ECZACININ SESİ
ÖZEL HABER
Türk Eczacıları Birliği 28.06.2012 tarihinde bir açıklama yaparak, daha önce yaptığı açıklamada ısrarcı olduğunu bildirdi.
TEB; eczacılara, Kasım- 2011’ den kalma stok zararlarına ilişkin ilaç dağıtım kanallarına fatura kesmelerini ve bu faturayı Haziran ayına ait borçlarından düşerek mahsuplaşmalarını söyledi.
İlaç dağıtım kanallarının bu uygulamayı yapmamaları durumunda hesaplarını kapatmamalarını istedi.
TEB’ in bu açıklamasına eczacı odalarından destek gelmedi. Ancak sonrasında bazı eczacı odaları ( 8- 10 eczacı odası) aynı açıklamayı desteklediler.
Bu eczacı odaları arasında 3 büyük eczacı odası yer almadı. İstanbul, Ankara, İzmir Eczacı Odaları TEB açıklamasına destek vermedi.
Ağırlıklı olarak TEB’ in eczacı odalarıyla birlikte hareket etmediği görülüyor.
TEKB Açıklaması
TEKB (Tüm Eczacı Kooperatifleri Birliği) 09. 07. 2012 tarihinde adeta TEB’ i tekzip eden bir açıklama yayınladı.
Yapılan çelişkili açıklamalar iki eczacı örgütünün yani TEB ve TEKB’ in eşgüdümlü olarak çalışmadığını gösteriyor.
TEKB yaptığı açıklamada, kendisine bağlı eczacı kooperatiflerinin eczacıların kestikleri faturaları teslim alacaklarını, bu faturaları bekleteceklerini, ancak ilaç sanayicilerinden para geldikçe eczacı ile parça parça mahsuplaşacaklarını, gerekli paranın gelmemesi durumunda ise tekrar eczacıya fatura keserek mahsuplaşacaklarını bildirdi.
Özel İlaç Dağıtım Kanalları
Özel İlaç Dağıtım Kanalları, bugüne dek eczacının keseceği stok zararlarına ilişkin faturaları kabul etmeyeceklerini söylediler.
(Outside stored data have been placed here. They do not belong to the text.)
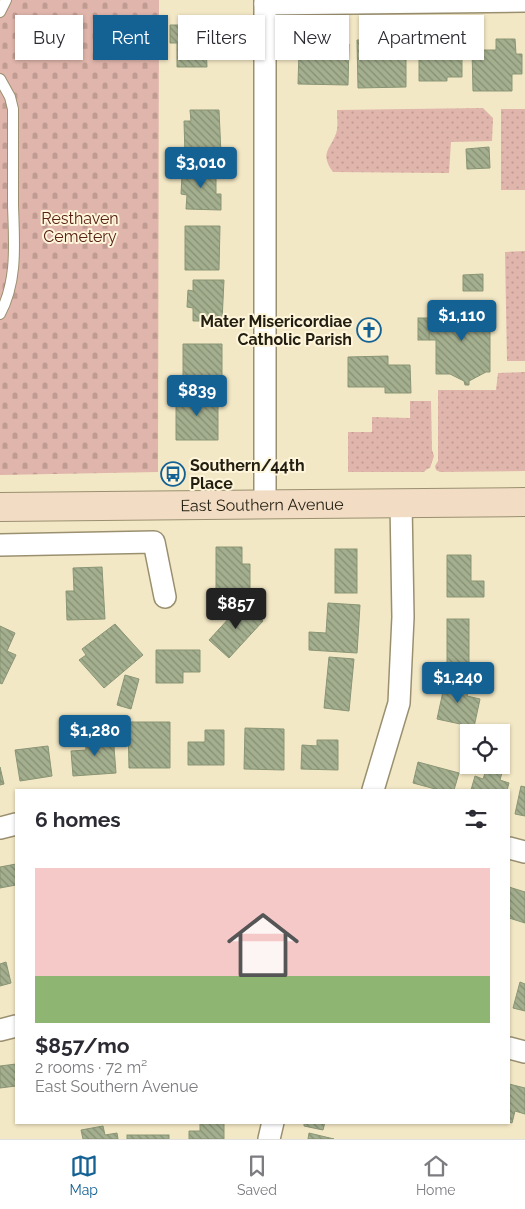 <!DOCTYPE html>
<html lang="en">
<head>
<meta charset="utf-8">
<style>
	:root { --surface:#fff; --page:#f2f2f3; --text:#2b2b33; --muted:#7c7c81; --line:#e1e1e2; --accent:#146194 }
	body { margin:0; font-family:Raleway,sans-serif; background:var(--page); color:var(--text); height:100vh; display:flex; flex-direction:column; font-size:19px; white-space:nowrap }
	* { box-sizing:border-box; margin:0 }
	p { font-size:16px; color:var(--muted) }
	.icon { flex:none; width:28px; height:28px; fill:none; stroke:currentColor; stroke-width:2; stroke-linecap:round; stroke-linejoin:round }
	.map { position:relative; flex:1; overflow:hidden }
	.drawer { position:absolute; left:15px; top:789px; width:495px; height:335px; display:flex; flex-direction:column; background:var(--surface); border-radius:0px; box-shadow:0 1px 4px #0004 }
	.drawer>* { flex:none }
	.hud { position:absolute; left:15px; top:15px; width:495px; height:45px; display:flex; gap:10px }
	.tools { position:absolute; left:460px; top:724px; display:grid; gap:10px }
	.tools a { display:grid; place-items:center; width:50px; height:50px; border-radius:0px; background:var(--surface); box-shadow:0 1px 4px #0004; font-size:25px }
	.price { position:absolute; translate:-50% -42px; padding:0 11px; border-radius:5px; background:var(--accent); color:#fff; font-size:16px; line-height:32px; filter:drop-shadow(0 1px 2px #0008) }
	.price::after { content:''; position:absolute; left:50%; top:30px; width:15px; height:11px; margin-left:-8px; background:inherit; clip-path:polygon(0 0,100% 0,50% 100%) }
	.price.current { background:#222; color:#fff }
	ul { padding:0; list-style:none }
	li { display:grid; align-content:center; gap:10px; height:265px; padding:0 20px }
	li span { display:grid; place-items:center; height:155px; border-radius:0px; color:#555 }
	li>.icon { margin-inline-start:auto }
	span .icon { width:90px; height:90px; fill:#fffc; stroke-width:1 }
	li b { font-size:21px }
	h2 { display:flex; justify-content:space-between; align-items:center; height:60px; padding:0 20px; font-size:21px }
	.tag { padding:0 18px; border-radius:0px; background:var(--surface); box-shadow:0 1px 4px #0004; font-size:18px; line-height:45px }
	.tag.current { background:var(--accent); color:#fff }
	.tab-bar { display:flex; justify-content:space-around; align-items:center; height:70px; border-top:1px solid var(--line); background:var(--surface); font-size:14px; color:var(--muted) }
	.tab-bar a { display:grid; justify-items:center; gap:2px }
	.tab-bar .current { color:var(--accent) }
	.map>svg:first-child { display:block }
	.green { fill:url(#green-dots) }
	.cemetery { fill:url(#cemetery-stones) }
	.building { fill:url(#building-back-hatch); stroke:#8a9575 }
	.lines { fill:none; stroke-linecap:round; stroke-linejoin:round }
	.lane-casing { stroke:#9a9070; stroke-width:12 }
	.street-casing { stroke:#9a9070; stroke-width:24 }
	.secondary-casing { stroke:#9a9070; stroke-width:30 }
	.lane { stroke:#fff; stroke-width:10 }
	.street { stroke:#fff; stroke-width:21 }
	.secondary { stroke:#f2dcc4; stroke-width:28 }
	.labels { text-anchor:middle; stroke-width:4; stroke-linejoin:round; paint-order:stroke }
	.park-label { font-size:16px; fill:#582016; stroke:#fef5da }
	.poi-label { font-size:16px; font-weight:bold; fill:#221e11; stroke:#fef5da; text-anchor:end }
	.street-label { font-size:16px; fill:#221e11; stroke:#fef5da }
</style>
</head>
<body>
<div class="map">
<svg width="525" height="1139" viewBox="0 0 525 1139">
	<defs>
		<pattern id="green-dots" width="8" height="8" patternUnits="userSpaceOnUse" patternTransform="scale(1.25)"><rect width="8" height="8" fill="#e0b5ab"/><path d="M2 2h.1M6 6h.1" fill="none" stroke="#c09b92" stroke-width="1.8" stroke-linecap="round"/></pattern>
		<pattern id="cemetery-stones" width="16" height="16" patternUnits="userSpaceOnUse" patternTransform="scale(1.25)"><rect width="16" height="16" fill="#e0b5ab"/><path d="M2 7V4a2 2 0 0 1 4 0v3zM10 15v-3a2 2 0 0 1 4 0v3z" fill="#c09b92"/></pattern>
		<pattern id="building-back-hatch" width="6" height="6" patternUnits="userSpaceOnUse" patternTransform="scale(1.25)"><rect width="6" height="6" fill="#a4af8f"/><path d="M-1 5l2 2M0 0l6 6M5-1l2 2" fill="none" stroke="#858e73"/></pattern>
	</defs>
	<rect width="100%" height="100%" fill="#f3e8c5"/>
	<g class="green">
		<path d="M483,108L493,118L492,141L451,142L449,173L333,172C318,151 333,148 337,130C338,125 337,116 337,110Z"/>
		<rect x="501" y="109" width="24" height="81"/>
		<path d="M525,251V361H507L505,252Z"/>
		<path d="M525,372V471L440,472L436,470L435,466L438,461V390H496L498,373Z"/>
		<path d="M410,401H431L432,450L434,456L430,468L427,469L424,472H348V432H372V417L410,418Z"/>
	</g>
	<path class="cemetery" d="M0,0H159L158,472L0,475Z"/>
	<g class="building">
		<path d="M198,19H225V44H206L207,67H177V43H170V25H199Z"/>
		<path d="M496,39H515L516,54H522V74H512V91H473L472,50H496Z"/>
		<path d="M357,40H378V51L406,50V87L358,88Z"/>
		<path d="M313,43L349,44L348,85L298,84L299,51H313Z"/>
		<path d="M444,43H462V77H447V81H419V50H444Z"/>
		<path d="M190,110H219L221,154L185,155L184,121H191Z"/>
		<path d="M489,147L490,168L467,169L466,149Z"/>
		<path d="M187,167H216V194H221V210L186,209L187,195L181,194L182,176H187Z"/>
		<path d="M185,226H220L219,270H185Z"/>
		<path d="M483,274V291H463V275Z"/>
		<path d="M193,280H224L222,321H193V308L187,307L188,290L193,291Z"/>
		<path d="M435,309H487V317H490V372H486L469,381V385H465L464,381L450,374H436V340H429V318H435Z"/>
		<rect x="418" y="318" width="11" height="22"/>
		<path d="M183,344H222V379H215V389H194L195,377H183Z"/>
		<path d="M388,356V365H410L411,393H385V387H348V357Z"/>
		<path d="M176,394L218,395V440H176Z"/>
		<path d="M168,472H177L178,475L168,476Z"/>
		<path d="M216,547H242V564H250V592H216Z"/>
		<rect x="335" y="549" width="22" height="44"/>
		<path d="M447,555H471V581H484V597H447Z"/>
		<path d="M102,567L105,619L67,620L66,591H74L73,568Z"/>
		<path d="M243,603L263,621L229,658L209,640Z"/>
		<path d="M328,603L360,605L357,653L309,650V632L326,633Z"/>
		<rect x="447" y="619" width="22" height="45"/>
		<path d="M115,624L143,655L104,688L79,660L86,655L82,649Z"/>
		<path d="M0,626L15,633L7,651L16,655L2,684L0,683Z"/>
		<path d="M156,650H200V672H183V683H156Z"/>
		<path d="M329,657L354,659L349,711L324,708Z"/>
		<path d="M125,675L139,679L131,709L117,705Z"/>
		<path d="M446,678L470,683L467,696L480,699L474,727L437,719Z"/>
		<path d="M128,722H170V768H129Z"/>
		<path d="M481,726L508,729L506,745L501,744V732H480Z"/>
		<path d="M245,728L284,729V770L244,769Z"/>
		<path d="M205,730H224V765H188V742H205Z"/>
		<path d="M113,734L116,773L73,776L71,751L86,750L85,736Z"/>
		<path d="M317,740H338V770L301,769L302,745L317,746Z"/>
		<path d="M48,746L52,776L20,781L15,750Z"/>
		<path d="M418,762L459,773L454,790H439L413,783Z"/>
		<path d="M488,765L503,769L500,780L509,783L507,790H471L475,776L483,779Z"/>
		<path d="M0,767L4,784L0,785Z"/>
		<path d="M521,786L525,787V816L515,814Z"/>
		<path d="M16,864V885L0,888V867Z"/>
		<path d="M509,887L525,892V923L509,918Z"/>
		<path d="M6,962L11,983L0,986V964Z"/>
		<path d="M520,982L525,984V1011L513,1008Z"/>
		<path d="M16,1064V1086L0,1088V1066Z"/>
		<path d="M509,1084L525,1088V1114L515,1111L512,1123L509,1122Z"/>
		<path d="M200,1122H224V1139H189V1131H200Z"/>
		<path d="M304,1122H325L323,1130L304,1126Z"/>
		<path d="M103,1126L105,1135L117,1133L118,1139H83L81,1130Z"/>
		<path d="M309,1133L334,1139H308Z"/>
		<rect x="127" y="1135" width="42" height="4"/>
	</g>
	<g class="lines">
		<g class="lane-casing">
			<g id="lane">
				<path d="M0,12L6,0"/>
				<path d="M0,79L10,97L13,109C13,141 13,173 13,205C14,242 18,280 0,314"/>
			</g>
		</g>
		<g class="street-casing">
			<g id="street">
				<path d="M265,4L525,1"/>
				<path d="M265,504V0"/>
				<path d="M0,545L154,542L165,597"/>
				<path d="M373,790L399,703L403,617L401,503"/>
				<path d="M0,828L16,824"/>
				<path d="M509,848L525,852"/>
				<path d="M0,1030L16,1026"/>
				<path d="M509,1048L525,1052"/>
				<path d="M269,1139L273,1122"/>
			</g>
		</g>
		<g class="secondary-casing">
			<g id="secondary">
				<path id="s1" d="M0,507L525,502"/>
			</g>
		</g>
		<use href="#lane" class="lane"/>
		<use href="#street" class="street"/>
		<use href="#secondary" class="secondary"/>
	</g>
	<defs>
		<g id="church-ring" transform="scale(1.25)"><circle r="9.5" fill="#fef5da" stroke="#146194" stroke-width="1.5"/><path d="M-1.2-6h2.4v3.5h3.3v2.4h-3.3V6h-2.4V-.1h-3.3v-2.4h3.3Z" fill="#146194"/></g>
		<g id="bus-ring" transform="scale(1.25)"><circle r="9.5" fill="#fef5da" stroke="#146194" stroke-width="1.5"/><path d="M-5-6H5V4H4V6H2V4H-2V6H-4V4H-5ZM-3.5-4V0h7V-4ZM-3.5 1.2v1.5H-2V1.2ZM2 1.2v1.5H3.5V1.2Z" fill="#146194"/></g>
	</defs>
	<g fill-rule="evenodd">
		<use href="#church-ring" x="369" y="330"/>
		<use href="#bus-ring" x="173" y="474"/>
	</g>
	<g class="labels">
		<g class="park-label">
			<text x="80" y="224">Resthaven<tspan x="80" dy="18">Cemetery</tspan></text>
		</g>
		<g class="poi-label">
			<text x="352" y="327">Mater Misericordiae<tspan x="352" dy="18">Catholic Parish</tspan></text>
			<text x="190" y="471" text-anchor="start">Southern/44th<tspan x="190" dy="18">Place</tspan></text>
		</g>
		<g class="street-label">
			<text dy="6" stroke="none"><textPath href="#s1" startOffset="262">East Southern Avenue</textPath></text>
		</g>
	</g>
</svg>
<div class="tools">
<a><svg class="icon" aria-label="locate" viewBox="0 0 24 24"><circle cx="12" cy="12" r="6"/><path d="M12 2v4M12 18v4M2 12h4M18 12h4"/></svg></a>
</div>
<b class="price" style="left:201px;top:189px">$3,010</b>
<b class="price" style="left:462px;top:342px">$1,110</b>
<b class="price" style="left:197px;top:417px">$839</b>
<b class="price current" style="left:236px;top:630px">$857</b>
<b class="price" style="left:458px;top:704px">$1,240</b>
<b class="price" style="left:95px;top:757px">$1,280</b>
<div class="hud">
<a class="tag">Buy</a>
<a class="tag current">Rent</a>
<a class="tag">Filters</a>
<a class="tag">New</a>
<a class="tag">Apartment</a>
</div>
<section class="drawer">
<h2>6 homes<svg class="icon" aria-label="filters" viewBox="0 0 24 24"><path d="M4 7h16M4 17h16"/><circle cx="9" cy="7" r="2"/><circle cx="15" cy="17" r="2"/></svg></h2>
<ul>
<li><span style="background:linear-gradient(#f6c9c9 70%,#8fb573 0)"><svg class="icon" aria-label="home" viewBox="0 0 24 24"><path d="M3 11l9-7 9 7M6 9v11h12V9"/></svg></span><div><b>$857/mo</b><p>2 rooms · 72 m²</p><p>East Southern Avenue</p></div></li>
</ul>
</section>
</div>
<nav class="tab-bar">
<a class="current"><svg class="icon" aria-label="map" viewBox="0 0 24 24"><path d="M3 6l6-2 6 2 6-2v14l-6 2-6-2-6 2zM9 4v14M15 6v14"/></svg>Map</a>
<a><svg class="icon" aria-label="saved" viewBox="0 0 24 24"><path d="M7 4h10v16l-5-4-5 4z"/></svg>Saved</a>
<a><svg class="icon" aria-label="home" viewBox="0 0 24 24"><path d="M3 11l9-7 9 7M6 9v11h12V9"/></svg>Home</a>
</nav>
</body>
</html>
İlaç Sanayicilerinin Tavrı
Konuya ilişkin ilaç sanayicileri ve ithalatçılarından çelişkili haberler geliyor. Dikkat çeken şey ise bu açıklamaların tümünün "ayak üstü" yapılması. Sanayiciler genel olarak bu ödemeleri yapmayacaklarını söylüyor. Ödeyeceklerini söyleyenler de var. Özellikle AİFD kanadı "konuyu yargıya taşıdıklarını, yargının vereceği kararı beklediklerini" söylüyorlar. İlaç sanayicileri konuya ilişkin yazılı bir açıklama yapmıyorlar.
Siyasi otorite ne yapıyor?
Mevzuatın emredici hükümlerine rağmen eczacının stok zararları ödenmiyor. Konuya ilişkin mevzuatı uygulamakla yükümlü siyasi otoriteden herhangi bir ses yok.
Zaten garip bir biçimde sorunla ilgili asıl muhatap olan siyasi otoriteye soru soran, ondan herhangi bir şey talep eden de yok.
Ya diğer zararlar?
Sürekli konuşulan Kasım 2011’ e ait stok zararları. Oysa eczacı her hafta yapılan indirimlerle sürekli zarara uğratılıyor. Mevzuat bu zararların karşılanmasını emretmesine rağmen tüm ilgili kesimler böyle bir şey yokmuş gibi davranıyor.
Sonuç
"Örgütlüyüz" diyoruz... Ama ortada böyle bir güç görülmüyor. Gerçek şu ki; eczacı kaderine terk edilmiş durumda... En azından şimdilik. Stok zararları ödenecek mi?
Sizce içinde bulunduğumuz tablodan böyle bir sonuç çıkar mı? Bakalım, göreceğiz.